Nashville Mayor Megan Barry’s Transit Plan Faces Criticism From Working Class

Many critics of Nashville Mayor Megan Barry’s mass transit proposal are conservatives and libertarians, but her plans have also prompted criticism from left-leaning advocates of the poor and working class.

A group called People’s Alliance for Transit, Housing and Employment (PATHE) has formed to press the progressive Democratic mayor and other Metro leaders to make affordable housing, higher wages and immediate improvements to the bus system greater priorities. A key element of Barry’s proposal is light rail along five corridors, but PATHE maintains that “light rail is meaningless if most of us can no longer afford to live along the routes,” according to a statement on the group’s website describing its mission and purpose. The statement also says:

While no one denies that our public transit system needs major expansion, we still have not been presented with a plan that addresses the most pressing crises facing our communities, mainly economically distressed neighborhoods and residents. The experience of other cities, including Denver and Atlanta, has shown that without explicit community benefits (or equivalent measures) legally written into or alongside major transit projects, there are unintended, devastating consequences for everyday people. These include dramatic cost of living hikes along new transit corridors, mass displacement of poor and working-class residents, closing of small businesses, land grabs by private investment firms and developers, and loss of bus services in neighborhoods that need it the most.

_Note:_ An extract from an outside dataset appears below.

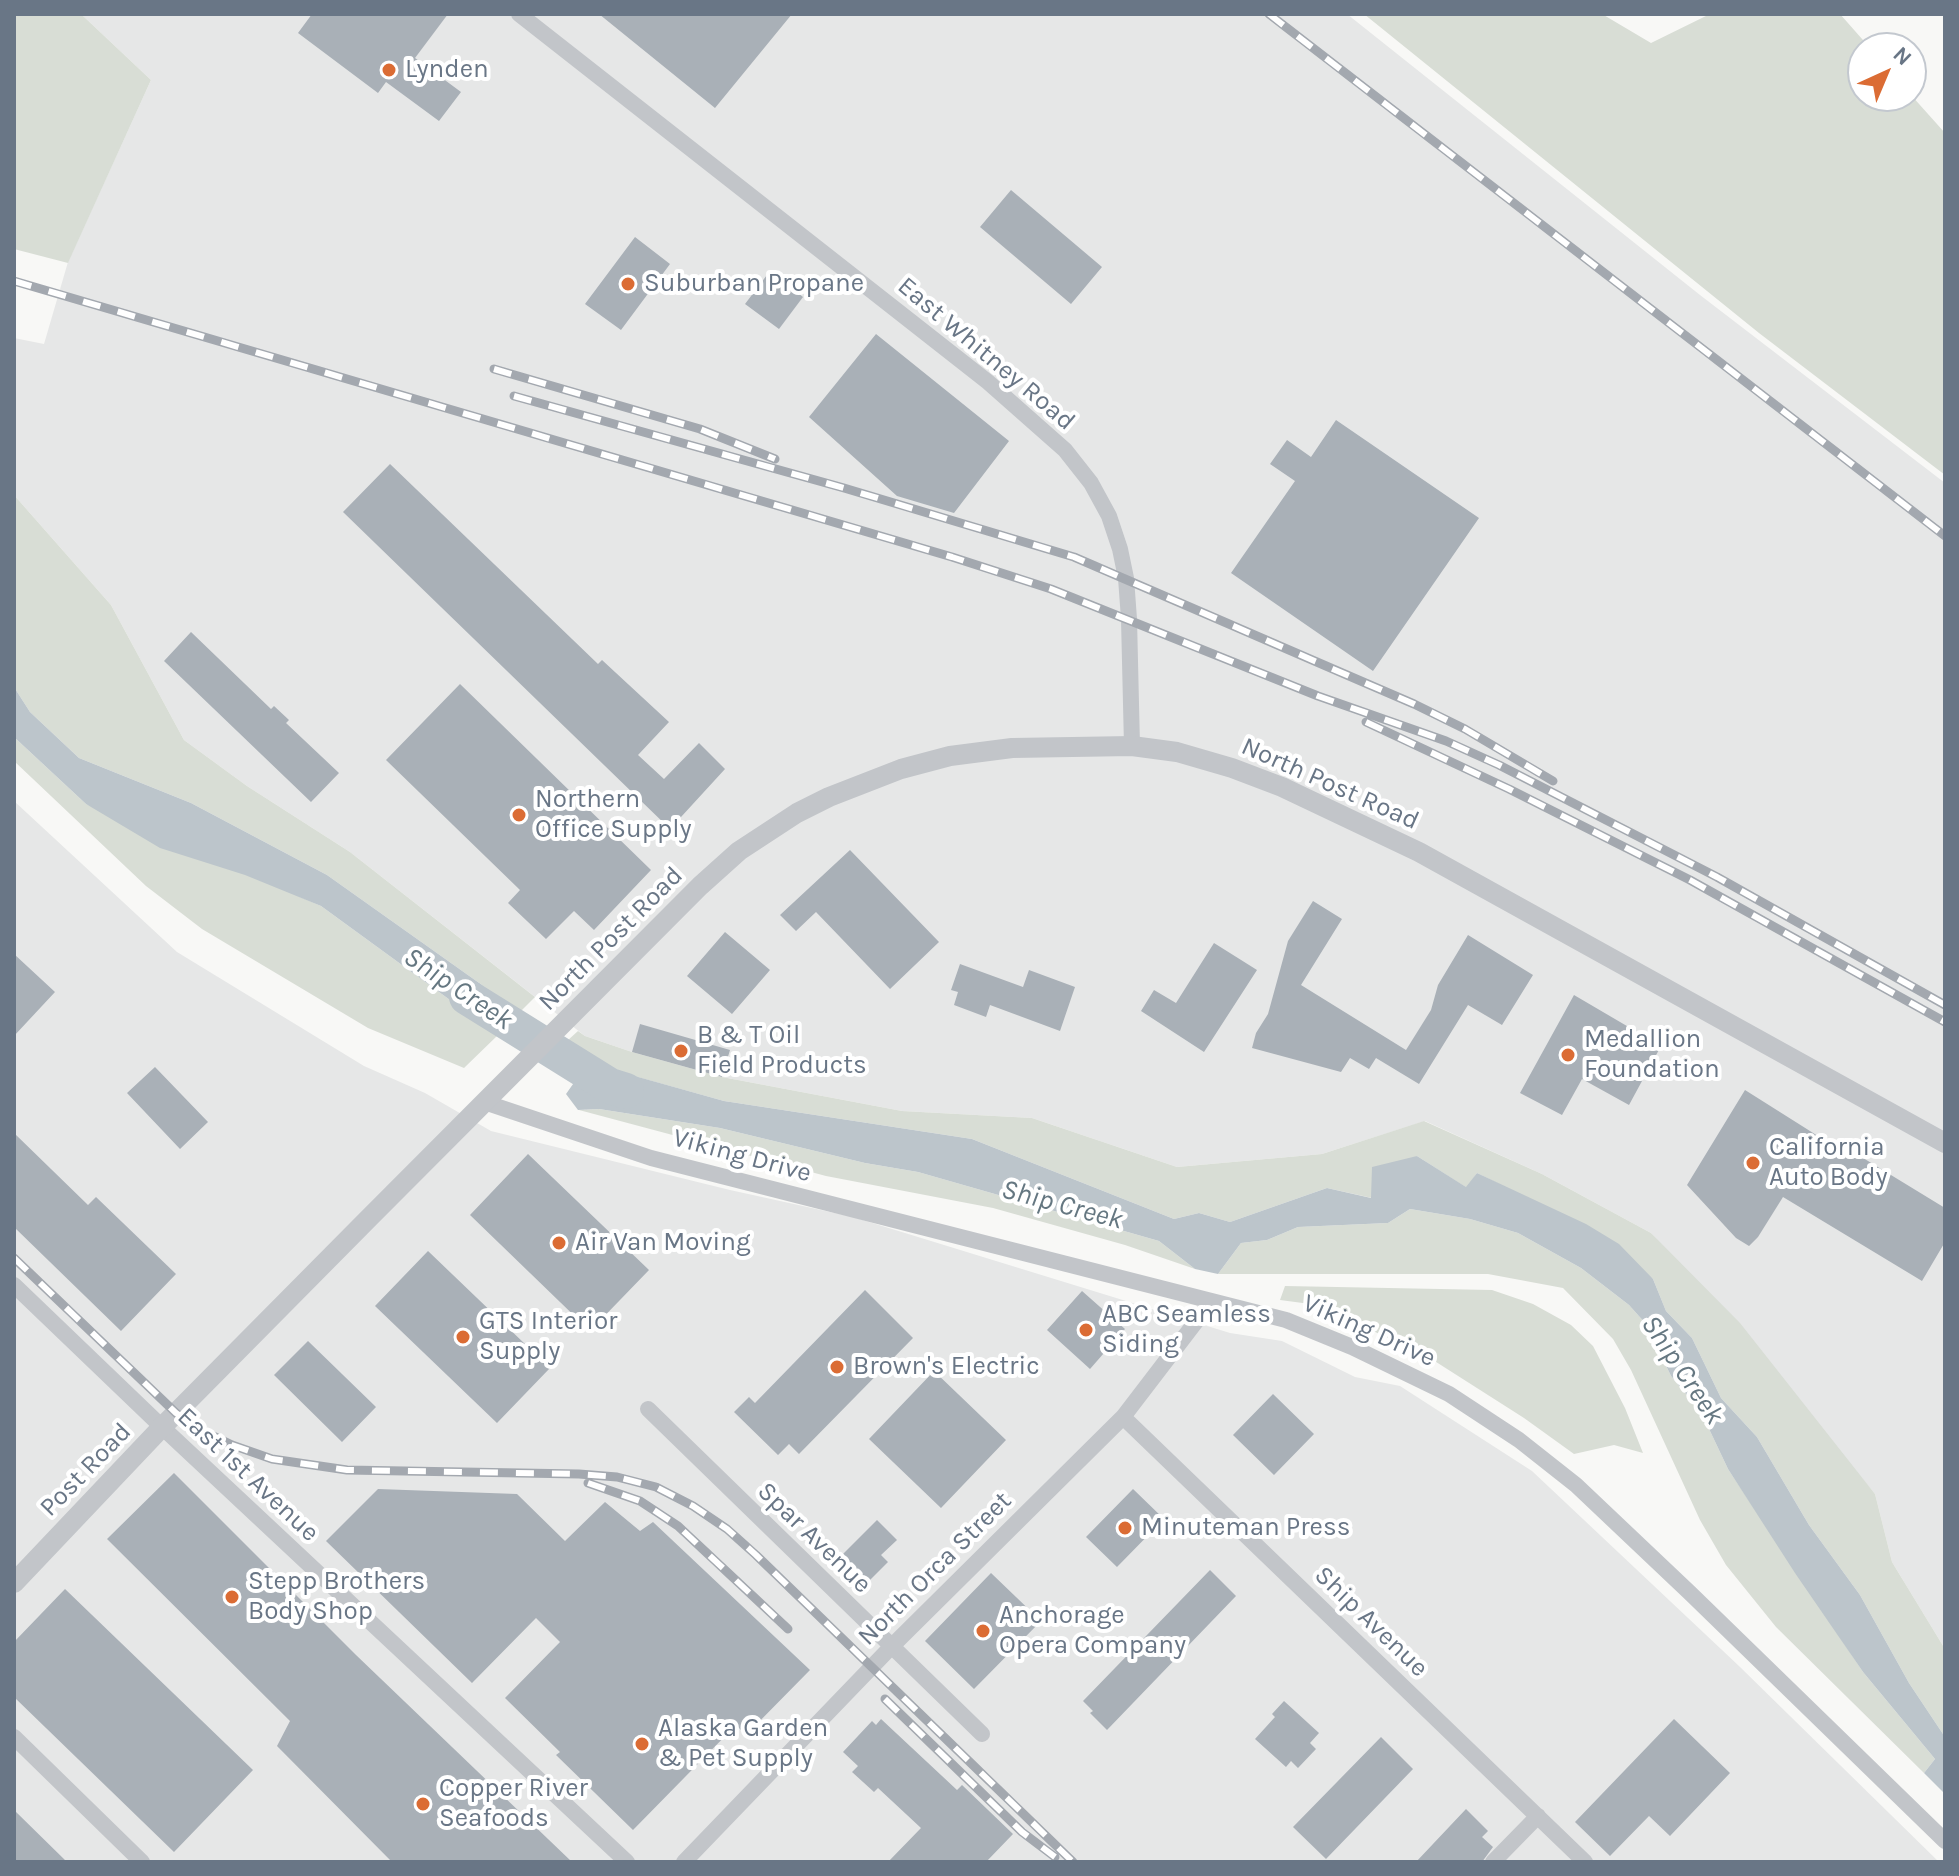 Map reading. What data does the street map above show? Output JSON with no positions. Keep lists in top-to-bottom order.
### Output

On Thursday evening, PATHE was involved in a protest march to one of Barry’s “open houses” on her proposal held at Tennessee State University. The march took the form of a funeral procession to lament neighborhoods impacted by gentrification in ways critics view as destructive. Students from Fisk University and Tennessee State University participated in the march.

On Oct. 25, PATHE held a press conference on the steps outside Metro’s courthouse and city hall to draw attention to their concerns.

Formally released Oct. 17, Barry’s proposal came two years after the development of a tentative regional mass transit plan called nMotion, estimated to cost $6 billion. Barry’s proposal covers only Davidson County. At a cost of $5.2 billion, the plan reveals the enormity of what the mayor wants to do. In addition to light rail and improved and new bus service, Barry’s proposal calls for an underground tunnel downtown, which has significantly added to the cost of the Davidson County project. She’s asking Metro Council to put a referendum on the ballot in May to get needed funds through tax increases.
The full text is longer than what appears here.